We can configure a multi-layer neural network as follows:

```R
# Define the input data
    data <- mx.symbol.Variable("data")
    # A fully connected hidden layer
    # data: input source
    # num_hidden: number of neurons in this hidden layer
    fc1 <- mx.symbol.FullyConnected(data, num_hidden=1)

    # Use linear regression for the output layer
    lro <- mx.symbol.LinearRegressionOutput(fc1)
```

What matters for a regression task is mainly the last function. It enables the new network to optimize for squared loss. Now let’s train on this simple data set. In this configuration, we omitted all hidden layers so that the input layer is directly connected to the output layer (i.e. we are simply using a linear model).

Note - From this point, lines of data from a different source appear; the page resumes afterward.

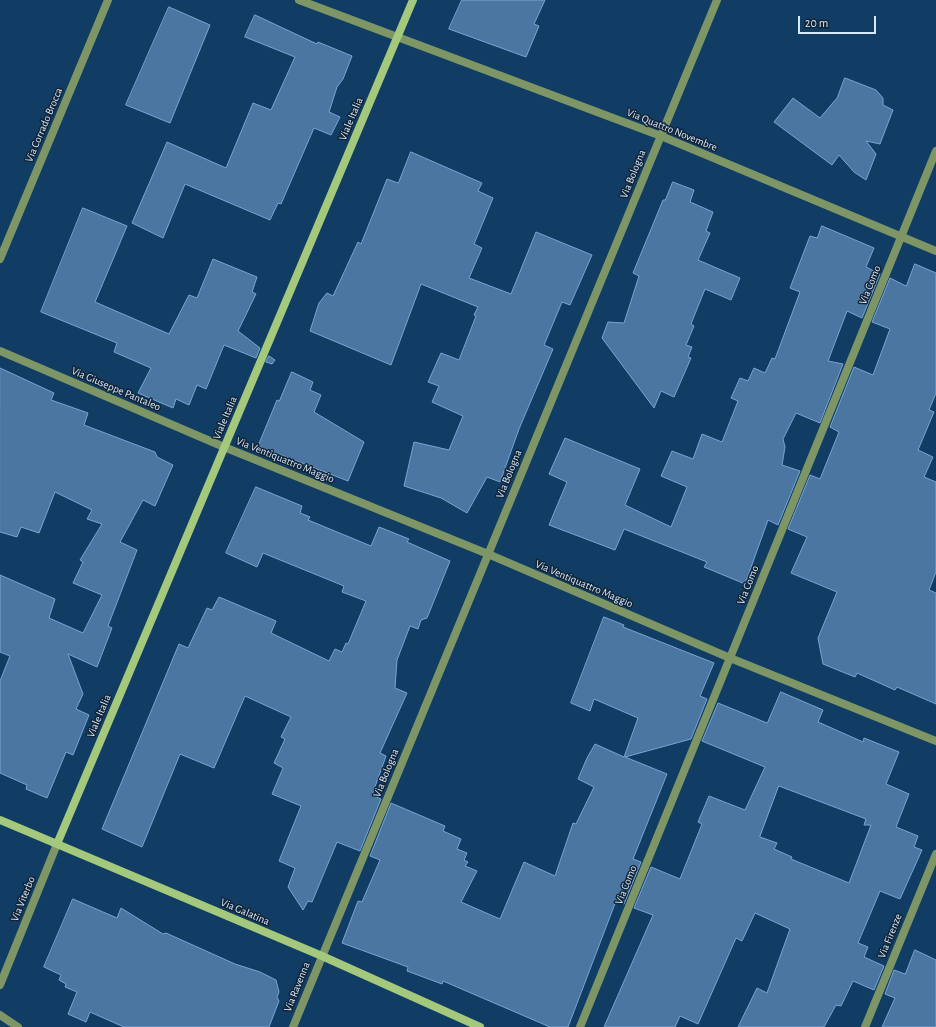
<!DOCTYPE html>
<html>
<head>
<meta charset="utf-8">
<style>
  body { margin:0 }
  #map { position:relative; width:936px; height:1027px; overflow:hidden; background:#113d65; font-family:"Alegreya Sans",sans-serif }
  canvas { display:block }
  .scale { position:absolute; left:798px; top:16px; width:78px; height:18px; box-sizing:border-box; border:2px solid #d6e8fc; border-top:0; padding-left:5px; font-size:12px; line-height:14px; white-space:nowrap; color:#d6e8fc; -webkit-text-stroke:3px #122435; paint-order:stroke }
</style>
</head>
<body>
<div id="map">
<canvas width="936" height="1027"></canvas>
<div class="scale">20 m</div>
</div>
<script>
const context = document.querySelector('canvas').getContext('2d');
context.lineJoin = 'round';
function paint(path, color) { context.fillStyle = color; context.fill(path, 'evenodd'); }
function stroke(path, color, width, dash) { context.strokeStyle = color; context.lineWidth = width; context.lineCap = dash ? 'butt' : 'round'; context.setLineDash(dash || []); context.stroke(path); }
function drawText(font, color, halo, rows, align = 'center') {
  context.font = font + ' "Alegreya Sans",sans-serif'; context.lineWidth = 3; context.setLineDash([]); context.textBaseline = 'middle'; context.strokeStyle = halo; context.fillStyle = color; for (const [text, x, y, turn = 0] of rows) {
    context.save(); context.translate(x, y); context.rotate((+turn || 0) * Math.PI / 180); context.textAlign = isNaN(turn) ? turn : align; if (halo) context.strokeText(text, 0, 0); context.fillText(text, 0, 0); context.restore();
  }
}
const building = new Path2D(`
  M 462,0 L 545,0 L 534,24 L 539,26 L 526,57 L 449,29 Z
  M 169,7 L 210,25 L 170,123 L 126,105 Z
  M 255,15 L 317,44 L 318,42 L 352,56 L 343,79 L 337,87 L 329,112 L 340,117 L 331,135 L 314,128 L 281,204 L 278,203 L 270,220 L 185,184 L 163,238 L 132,223 L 167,142 L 226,168 L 253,103 L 271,110 L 295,57 L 245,37 Z
  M 845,78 L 876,90 L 883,98 L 883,105 L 893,110 L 880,144 L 866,141 L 876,154 L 866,180 L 854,172 L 839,155 L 832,165 L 774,122 L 793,98 L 820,118 L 837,98 Z
  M 411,152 L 482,183 L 478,191 L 493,198 L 474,244 L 482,248 L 469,278 L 511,294 L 536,232 L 592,255 L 570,305 L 562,302 L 544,345 L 553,349 L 519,429 L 500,482 L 487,477 L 467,513 L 441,498 L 404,486 L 414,442 L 449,450 L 463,416 L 432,402 L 439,386 L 428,382 L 441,353 L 459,360 L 476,316 L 474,315 L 478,307 L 421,284 L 391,365 L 310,331 L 319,303 L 327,293 L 333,296 L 358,242 L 361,244 L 387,179 L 398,183 Z
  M 673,182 L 694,190 L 690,202 L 713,212 L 706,231 L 710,233 L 698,260 L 740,278 L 731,300 L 705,289 L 691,324 L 694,326 L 686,345 L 692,347 L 688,357 L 691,358 L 674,397 L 661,391 L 654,408 L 602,338 L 608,322 L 624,323 L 639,276 L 633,273 L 663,200 L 665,200 Z
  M 83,208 L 127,226 L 95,302 L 169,334 L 189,295 L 197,298 L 213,259 L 257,277 L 252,292 L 256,294 L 238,331 L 260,348 L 256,358 L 224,345 L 206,389 L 197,385 L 189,405 L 176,399 L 173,408 L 138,393 L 151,368 L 114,352 L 117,343 L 41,312 Z
  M 822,226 L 874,248 L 866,267 L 880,274 L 862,318 L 847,311 L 828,361 L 843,364 L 820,423 L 796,413 L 783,439 L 785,447 L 782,465 L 800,471 L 778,525 L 768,520 L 745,584 L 704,567 L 707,562 L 624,529 L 615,550 L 549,525 L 567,482 L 549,474 L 565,438 L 640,469 L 625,505 L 671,527 L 687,487 L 661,476 L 672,451 L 693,459 L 702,434 L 722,442 L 738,401 L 731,398 L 740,378 L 748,381 L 754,368 L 765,373 L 772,358 L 775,359 L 800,292 L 790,288 L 810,236 L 817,238 Z
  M 915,264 L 936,273 L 936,393 L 929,410 L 934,412 L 918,450 L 933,457 L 924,477 L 936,482 L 936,572 L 929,590 L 936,593 L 936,704 L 897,687 L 895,690 L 857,673 L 855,677 L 823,664 L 818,638 L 837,592 L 791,573 L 807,537 L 788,529 L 810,475 L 820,479 L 839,432 L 830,427 L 854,367 L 873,375 L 890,329 L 872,322 L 890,278 L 906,286 Z
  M 269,356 L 275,360 L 272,364 L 266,362 Z
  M 0,368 L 54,393 L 51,400 L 88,413 L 84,425 L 155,452 L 157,457 L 173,465 L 155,506 L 143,500 L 120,542 L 137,550 L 108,626 L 112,628 L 97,667 L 68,654 L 83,694 L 76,709 L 89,715 L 73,755 L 66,752 L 47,798 L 26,789 L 27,785 L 0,773 L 0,681 L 10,656 L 0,652 L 0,575 L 55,599 L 49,618 L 83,633 L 102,595 L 73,583 L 83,562 L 80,560 L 102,524 L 87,519 L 92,510 L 55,492 L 39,533 L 21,527 L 17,537 L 0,532 Z
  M 292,372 L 313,382 L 310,390 L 321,395 L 314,412 L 364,442 L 348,481 L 258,446 L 277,400 L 279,401 Z
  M 256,487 L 302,506 L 300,513 L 310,517 L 308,520 L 371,546 L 379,527 L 409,539 L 407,542 L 450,561 L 427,618 L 421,620 L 418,629 L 410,626 L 397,660 L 395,688 L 407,693 L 380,753 L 386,756 L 372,795 L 381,799 L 360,851 L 337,842 L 312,902 L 308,901 L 303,910 L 288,887 L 295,868 L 279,861 L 301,806 L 272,794 L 283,768 L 274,763 L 285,739 L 281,737 L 291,717 L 245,696 L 214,768 L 180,754 L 142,847 L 102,829 L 179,644 L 188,648 L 207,608 L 212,610 L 219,597 L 276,621 L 271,633 L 329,661 L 335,649 L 342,652 L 346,643 L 348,644 L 366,601 L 342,592 L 344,586 L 263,553 L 257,567 L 226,553 Z
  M 604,617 L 624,625 L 623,627 L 714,663 L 700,696 L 707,699 L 691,739 L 625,757 L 667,774 L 633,859 L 641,862 L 624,904 L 616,901 L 568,1027 L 550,1027 L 443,981 L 442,984 L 407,971 L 408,967 L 342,943 L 358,901 L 362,902 L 380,860 L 370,856 L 391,803 L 445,826 L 443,831 L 461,839 L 457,849 L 467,853 L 464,860 L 468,862 L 465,866 L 477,871 L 461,902 L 500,919 L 524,862 L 555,876 L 573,823 L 576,824 L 594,787 L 578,779 L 587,758 L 595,744 L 624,757 L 638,718 L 594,699 L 590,711 L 571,703 Z
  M 781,692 L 823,710 L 818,722 L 863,742 L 864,738 L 899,752 L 886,784 L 909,794 L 896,827 L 918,836 L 914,847 L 922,850 L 900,899 L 880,891 L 858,943 L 868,947 L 864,957 L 884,966 L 874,990 L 853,981 L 841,1006 L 836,1005 L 824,1027 L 738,1027 L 757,988 L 767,993 L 790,929 L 755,913 L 742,941 L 736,938 L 698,1024 L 680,1016 L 675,1027 L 604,1027 L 653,915 L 634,908 L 651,867 L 680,879 L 702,824 L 698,822 L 709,796 L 745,810 L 765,767 L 702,741 L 718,703 L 767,723 ZM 779,786 L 866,819 L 864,825 L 871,825 L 849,883 L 791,859 L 792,857 L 774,849 L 777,843 L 760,837 Z
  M 73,899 L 117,918 L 121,908 L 163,934 L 166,933 L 235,964 L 260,972 L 276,980 L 279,992 L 277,997 L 279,1001 L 269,1027 L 124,1027 L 90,1012 L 86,1022 L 68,1014 L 77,992 L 65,987 L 66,984 L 59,980 L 61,975 L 44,967 Z
  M 915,950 L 936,960 L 936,1027 L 882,1027 L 895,998 L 885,994 L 894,970 L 905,974 Z`);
paint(building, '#4a76a1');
stroke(building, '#78a5d4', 1);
stroke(new Path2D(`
  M 299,0 L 661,136 L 936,251
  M 0,259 L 108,0
  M 0,351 L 224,447 L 488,554 L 730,658 L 936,741
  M 0,985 L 57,844
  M 0,1015 L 18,1027
  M 293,1027 L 717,0
  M 580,1027 L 936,151
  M 865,1027 L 936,854`), '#7e9666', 8);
stroke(new Path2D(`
  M 0,820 L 322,956 L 480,1027
  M 57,844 L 413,0`), '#a4c97c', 8);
drawText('11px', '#d6e8fc', '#122435', [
  ["Viale Italia",351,119,-67],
  ["Via Corrado Brocca",44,125,-67],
  ["Via Quattro Novembre",672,130,22],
  ["Via Bologna",633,174,-68],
  ["Via Como",870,285,-68],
  ["Via Giuseppe Pantaleo",116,389,23],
  ["Viale Italia",225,418,-67],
  ["Via Ventiquattro Maggio",285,460,22],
  ["Via Bologna",509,474,-68],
  ["Via Ventiquattro Maggio",584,584,23],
  ["Via Como",748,585,-68],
  ["Viale Italia",99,716,-67],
  ["Via Bologna",386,773,-68],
  ["Via Como",626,885,-68],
  ["Via Viterbo",23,899,-68],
  ["Via Galatina",245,912,23],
  ["Via Firenze",890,936,-68],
  ["Via Ravenna",297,987,-68]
]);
</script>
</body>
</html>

Using ``mx.model.FeedForward.create``, we can instantiate the parameters of the network structure defined above and learn good values for them based on our training dataset:

```R
mx.set.seed(0)
model <- mx.model.FeedForward.create(lro, X=train.x, y=train.y,
                                     ctx=mx.cpu(), num.round=20, array.batch.size=15,
                                     learning.rate=1e-6, momentum=0.9,  eval.metric=mx.metric.rmse)
```

It is again easy to use this learned model to make predictions on new data points and evaluate the quality of these predictions:

```R
preds = predict(model, test.x)
summary(as.vector(preds))
sprintf("test RMSE = %f", sqrt(mean((preds-test.y)^2)))
```

Currently, **mxnet** has four predefined evaluation metrics: "accuracy", "rmse", "mae", and "rmsle". 
You can also define your own metrics via the provided interface:

```R
demo.metric.mae <- mx.metric.custom("demo_mae", function(label, pred) {
      pred <- mx.nd.reshape(pred, shape = 0)
      res <- mx.nd.mean(mx.nd.abs(label-pred))
      return(as.array(res))
    })
```

As an example, we have defined the mean absolute error metric ourselves above. Now, we can simply plug it into the training function:

```R
mx.set.seed(0)
model <- mx.model.FeedForward.create(lro, X=train.x, y=train.y,
                                     ctx=mx.cpu(), num.round=20, array.batch.size=15,
                                     learning.rate=1e-6, momentum=0.9, eval.metric=demo.metric.mae)
```

```R
preds = predict(model, test.x)
sprintf("test MAE = %f", mean(abs(preds-test.y)))
```

Congratulations! You’ve learned the basics for using MXNet to train neural networks in R. To learn how to use MXNet’s more advanced features, see the other tutorials provided on this website.